Que prévoit la loi guinéenne en la matière ?

Détenir quelqu’un, il faut un titre de détention, un mandat de dépôt qui est un acte pris par le juge d’instruction et qui autorise le régisseur de la Maison centrale à recevoir et à maintenir quelqu’un en détention. « Et ce titre est valable dans un délai bien déterminé. C’est pourquoi en matière délictuel, la durée du titre est de quatre mois. Passé ce délai, il doit être renouvelé. Et son renouvellement doit être motivé », précise notre interlocuteur.

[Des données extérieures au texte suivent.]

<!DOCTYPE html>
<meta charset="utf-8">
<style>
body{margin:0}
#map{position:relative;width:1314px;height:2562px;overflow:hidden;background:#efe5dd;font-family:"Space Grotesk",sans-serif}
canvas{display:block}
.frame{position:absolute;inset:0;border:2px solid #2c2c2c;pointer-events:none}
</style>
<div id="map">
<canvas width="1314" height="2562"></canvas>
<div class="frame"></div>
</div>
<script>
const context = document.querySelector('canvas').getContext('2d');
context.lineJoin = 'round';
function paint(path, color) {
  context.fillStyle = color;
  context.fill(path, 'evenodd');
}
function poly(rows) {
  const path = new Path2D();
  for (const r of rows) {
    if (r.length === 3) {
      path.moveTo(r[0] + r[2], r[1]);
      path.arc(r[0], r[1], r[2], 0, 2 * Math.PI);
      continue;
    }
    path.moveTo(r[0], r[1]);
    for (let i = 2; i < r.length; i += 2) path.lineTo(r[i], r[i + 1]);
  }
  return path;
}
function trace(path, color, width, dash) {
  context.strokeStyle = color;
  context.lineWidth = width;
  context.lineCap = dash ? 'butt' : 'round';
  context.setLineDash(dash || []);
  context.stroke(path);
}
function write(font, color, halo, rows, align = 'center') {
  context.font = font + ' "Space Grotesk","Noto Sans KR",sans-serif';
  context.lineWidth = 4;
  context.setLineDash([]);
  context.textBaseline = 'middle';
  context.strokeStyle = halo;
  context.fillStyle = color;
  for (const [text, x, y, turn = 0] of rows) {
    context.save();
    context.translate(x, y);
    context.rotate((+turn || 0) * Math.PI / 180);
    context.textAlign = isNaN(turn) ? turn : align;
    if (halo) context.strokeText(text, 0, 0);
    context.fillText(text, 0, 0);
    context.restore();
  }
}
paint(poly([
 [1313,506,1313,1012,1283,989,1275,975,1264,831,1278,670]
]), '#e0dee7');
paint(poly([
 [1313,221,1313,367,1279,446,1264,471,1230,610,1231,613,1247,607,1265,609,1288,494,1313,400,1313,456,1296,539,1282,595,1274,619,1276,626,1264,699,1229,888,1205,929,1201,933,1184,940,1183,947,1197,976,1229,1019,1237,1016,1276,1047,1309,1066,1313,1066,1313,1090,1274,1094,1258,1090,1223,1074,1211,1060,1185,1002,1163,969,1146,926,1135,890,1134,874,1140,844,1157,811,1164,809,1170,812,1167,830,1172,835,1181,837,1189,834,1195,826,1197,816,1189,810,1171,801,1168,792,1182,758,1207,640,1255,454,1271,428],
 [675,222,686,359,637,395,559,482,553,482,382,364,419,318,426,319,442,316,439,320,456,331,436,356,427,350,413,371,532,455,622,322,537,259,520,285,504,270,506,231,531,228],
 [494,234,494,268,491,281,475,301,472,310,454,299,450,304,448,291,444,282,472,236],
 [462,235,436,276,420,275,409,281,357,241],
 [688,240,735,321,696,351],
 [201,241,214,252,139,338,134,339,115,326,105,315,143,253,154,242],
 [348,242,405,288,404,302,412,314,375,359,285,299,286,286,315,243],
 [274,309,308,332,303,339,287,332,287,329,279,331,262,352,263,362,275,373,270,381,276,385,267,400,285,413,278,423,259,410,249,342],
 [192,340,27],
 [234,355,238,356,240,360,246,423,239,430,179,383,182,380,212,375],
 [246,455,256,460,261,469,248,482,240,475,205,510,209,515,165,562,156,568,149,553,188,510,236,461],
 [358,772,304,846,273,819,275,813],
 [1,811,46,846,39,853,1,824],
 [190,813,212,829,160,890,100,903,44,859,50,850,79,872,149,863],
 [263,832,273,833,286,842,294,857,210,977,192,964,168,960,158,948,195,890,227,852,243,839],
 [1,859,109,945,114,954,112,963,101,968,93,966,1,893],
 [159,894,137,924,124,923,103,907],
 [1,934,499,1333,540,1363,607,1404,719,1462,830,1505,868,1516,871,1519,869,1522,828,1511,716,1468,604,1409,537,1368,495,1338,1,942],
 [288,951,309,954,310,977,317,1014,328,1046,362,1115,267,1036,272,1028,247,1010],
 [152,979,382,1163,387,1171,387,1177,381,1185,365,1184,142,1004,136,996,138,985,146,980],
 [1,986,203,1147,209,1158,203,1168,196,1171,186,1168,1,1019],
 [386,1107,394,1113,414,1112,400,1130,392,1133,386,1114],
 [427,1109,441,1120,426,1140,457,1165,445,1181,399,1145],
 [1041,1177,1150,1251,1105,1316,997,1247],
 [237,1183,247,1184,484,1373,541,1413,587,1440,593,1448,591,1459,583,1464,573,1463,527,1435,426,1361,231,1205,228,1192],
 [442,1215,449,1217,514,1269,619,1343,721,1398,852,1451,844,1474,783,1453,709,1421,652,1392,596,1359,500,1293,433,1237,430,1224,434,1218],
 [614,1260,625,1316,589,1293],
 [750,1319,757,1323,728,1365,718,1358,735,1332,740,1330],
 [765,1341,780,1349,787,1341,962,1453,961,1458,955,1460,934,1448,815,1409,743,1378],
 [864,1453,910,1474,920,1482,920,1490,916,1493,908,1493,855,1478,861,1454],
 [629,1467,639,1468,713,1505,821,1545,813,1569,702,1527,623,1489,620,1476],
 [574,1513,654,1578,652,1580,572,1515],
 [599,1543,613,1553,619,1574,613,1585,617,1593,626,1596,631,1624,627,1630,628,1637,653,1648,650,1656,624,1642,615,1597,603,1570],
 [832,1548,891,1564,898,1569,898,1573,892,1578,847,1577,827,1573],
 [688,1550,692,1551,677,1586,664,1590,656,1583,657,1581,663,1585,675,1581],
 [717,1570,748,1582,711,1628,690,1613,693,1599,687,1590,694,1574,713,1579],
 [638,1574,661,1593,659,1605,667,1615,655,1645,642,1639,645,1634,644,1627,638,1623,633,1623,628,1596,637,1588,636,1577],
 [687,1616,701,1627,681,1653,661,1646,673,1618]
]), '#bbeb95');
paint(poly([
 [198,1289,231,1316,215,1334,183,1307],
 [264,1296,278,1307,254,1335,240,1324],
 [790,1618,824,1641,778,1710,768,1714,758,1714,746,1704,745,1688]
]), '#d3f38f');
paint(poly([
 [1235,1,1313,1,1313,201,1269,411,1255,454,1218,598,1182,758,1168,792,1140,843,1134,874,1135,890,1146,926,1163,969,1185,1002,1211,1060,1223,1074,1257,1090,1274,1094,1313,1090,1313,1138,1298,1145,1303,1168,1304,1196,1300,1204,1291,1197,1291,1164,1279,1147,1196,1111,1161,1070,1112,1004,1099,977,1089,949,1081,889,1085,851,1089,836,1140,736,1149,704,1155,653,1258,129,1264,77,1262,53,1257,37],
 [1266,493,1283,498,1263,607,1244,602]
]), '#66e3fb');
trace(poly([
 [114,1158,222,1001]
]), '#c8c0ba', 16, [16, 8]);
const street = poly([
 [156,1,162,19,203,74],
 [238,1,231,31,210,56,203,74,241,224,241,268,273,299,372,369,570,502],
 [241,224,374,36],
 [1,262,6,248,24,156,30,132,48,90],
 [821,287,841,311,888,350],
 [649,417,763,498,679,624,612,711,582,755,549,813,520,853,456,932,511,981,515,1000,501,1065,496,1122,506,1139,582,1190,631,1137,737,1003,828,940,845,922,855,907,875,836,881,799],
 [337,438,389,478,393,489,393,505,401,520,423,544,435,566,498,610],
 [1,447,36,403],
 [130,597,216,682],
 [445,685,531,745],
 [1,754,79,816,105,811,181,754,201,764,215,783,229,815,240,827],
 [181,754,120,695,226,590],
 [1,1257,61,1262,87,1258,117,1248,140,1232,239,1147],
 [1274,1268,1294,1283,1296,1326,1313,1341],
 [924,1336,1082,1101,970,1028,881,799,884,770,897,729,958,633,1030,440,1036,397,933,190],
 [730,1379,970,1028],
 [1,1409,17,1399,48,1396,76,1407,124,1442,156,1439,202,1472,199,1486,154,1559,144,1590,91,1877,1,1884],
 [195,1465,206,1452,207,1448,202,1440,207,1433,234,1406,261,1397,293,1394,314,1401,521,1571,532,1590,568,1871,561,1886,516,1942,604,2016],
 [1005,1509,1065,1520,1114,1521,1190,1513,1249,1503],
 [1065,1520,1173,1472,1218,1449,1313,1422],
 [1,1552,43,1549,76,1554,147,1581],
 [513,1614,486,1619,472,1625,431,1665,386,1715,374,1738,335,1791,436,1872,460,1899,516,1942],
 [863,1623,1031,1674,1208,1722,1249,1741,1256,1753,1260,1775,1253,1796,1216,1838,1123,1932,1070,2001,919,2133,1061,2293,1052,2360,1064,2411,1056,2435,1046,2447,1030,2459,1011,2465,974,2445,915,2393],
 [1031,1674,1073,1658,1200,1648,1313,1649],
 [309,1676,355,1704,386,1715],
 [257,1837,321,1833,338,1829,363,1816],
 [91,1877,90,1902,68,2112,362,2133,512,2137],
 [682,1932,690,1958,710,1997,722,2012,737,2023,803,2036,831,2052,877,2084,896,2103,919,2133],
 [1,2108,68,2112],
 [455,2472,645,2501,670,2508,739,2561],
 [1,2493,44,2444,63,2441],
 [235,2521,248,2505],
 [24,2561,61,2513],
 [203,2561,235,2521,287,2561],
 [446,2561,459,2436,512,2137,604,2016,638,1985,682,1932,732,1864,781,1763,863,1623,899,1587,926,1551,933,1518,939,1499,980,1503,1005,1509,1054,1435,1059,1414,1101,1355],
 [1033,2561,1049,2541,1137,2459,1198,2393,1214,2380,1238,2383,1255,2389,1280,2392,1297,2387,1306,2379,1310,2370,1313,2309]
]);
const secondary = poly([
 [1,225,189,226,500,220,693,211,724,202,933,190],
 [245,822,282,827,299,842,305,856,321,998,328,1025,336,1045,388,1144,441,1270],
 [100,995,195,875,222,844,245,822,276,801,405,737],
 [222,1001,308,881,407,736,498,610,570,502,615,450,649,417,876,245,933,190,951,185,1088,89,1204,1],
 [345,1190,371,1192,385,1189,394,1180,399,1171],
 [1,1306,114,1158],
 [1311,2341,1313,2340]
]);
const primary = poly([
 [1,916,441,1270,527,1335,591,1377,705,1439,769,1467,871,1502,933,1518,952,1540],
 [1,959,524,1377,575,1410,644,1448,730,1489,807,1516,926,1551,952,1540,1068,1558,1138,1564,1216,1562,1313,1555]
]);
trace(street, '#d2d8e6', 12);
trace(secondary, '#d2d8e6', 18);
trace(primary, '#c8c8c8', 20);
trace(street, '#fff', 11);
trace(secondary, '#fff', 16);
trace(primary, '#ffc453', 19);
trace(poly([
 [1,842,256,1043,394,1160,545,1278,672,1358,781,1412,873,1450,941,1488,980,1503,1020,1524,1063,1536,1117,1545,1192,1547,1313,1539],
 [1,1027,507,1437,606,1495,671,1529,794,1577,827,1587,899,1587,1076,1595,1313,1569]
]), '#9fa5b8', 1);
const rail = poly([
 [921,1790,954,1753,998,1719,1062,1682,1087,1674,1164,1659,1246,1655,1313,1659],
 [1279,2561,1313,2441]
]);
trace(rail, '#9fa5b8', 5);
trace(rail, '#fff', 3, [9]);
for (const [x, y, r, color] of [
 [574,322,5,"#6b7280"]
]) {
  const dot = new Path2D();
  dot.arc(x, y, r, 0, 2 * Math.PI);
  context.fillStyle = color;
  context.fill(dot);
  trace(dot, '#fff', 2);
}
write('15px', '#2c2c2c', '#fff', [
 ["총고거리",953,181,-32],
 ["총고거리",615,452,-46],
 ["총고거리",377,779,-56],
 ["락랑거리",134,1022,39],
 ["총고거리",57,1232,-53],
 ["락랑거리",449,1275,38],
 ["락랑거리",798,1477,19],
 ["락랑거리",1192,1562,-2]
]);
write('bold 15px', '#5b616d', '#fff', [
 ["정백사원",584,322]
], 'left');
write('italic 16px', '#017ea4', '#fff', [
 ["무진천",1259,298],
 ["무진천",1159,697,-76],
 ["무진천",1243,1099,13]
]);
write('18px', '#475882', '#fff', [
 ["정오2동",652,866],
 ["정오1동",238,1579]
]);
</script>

D’après lui, il faudrait dans ce cas dire pourquoi le détenu est resté en prison pendant quatre mois et pourquoi on n’a pas été capable de le juger. « La loi donne encore un autre délai de quatre mois. En tout état de cause, au-delà de huit mois, une personne poursuivie pour une infraction délictuelle doit pouvoir être jugée. Au-delà de cela, la personne est détenue de façon illégale », détaille Me Loua qui ajoute qu’en matière criminelle « la loi autorise le juge à détenir quelqu’un en détention pendant six mois, le temps de conduire l’instruction préparatoire et de procéder à son jugement. Si au terme des six mois, la justice n’a pas été capable de le juger, il faut que le juge d’instruction rende une ordonnance motivée, sur réquisition également motivée du procureur de la république pour pouvoir renouveler le titre de détention qu’on appelle également mandat de dépôt. Donc, on renouvelle encore pour six autres mois et la personne qui est poursuivie, au-delà de douze mois, si elle n’est pas jugée et continue à rester en détention, sa détention est illégale et viole gravement la loi ».

Me Foromo Frédéric Loua

A la question de savoir s'il y a des éléments fondamentaux sur lesquels l'on peut se baser pour parler de détention provisoire, Me Foromo Frédéric Loua énumère certains. « Il faut d’abord que la personne fasse l’objet de poursuites pénales, c’est-à-dire que la personne soit soupçonnée d'avoir commis une infraction à la loi, un comportement antisocial. Quand c’est le cas, la personne est interpellée par les services de police judiciaires qui procèdent à l’enquête préliminaire qui dure 48 heures ; au-delà desquelles, la personne est conduite devant le procureur de la République qui a trois options », dit-il. 

Ces options sont :

  • Soit le procureur prend le cas en flagrant délit (lorsque c’est une infraction délictuelle qui est commise) ; en pareille situation, il a l’autorisation de délivrer un mandat de dépôt et la personne est conduite en prison et est jugée dans les jours qui suivent ;
  • Soit il décide de saisir un juge d’instruction. Et là, on ouvre l’instruction préparatoire. Et le juge, c’est lui qui est chargé de la gestion des mandats. Il peut, soit placer la personne en détention provisoire lorsqu’il estime que cette personne doit pouvoir aller en prison avant même le jugement (c’est pourquoi Me Loua estime que la détention préventive viole le droit à la liberté parce qu’elle permet au juge de renvoyer quelqu’un en prison avant même qu’elle ne soit reconnue coupable). « Quelquefois, la personne peut être jugée et reconnue non coupable. Pendant ce temps, on aurait violé ses droits car il a déjà été en prison » souligne l’avocat. D’autres fois, le juge d’instruction peut décider que la personne ne doit pas aller en prison, il la place alors sous contrôle judiciaire, c’est-à-dire il restreint un peu sa liberté, en l’obligeant à venir régulièrement dans le bureau du juge pour signer un document. Mais si la personne viole cette restriction, le juge peut convertir le contrôle judiciaire en détention provisoire. 
  • Soit il décide de laisser la personne en liberté pendant qu’il conduit l’instruction préparatoire. Et après il rend une ordonnance de renvoi s’il estime que les faits relevés contre la personne sont suffisamment graves pour justifier son jugement, il prend une ordonnance de renvoi devant le tribunal correctionnel. Toutefois, s’il estime qu’aucune infraction n’a été commise, il rend une ordonnance de non-lieu et la personne est définitivement libre.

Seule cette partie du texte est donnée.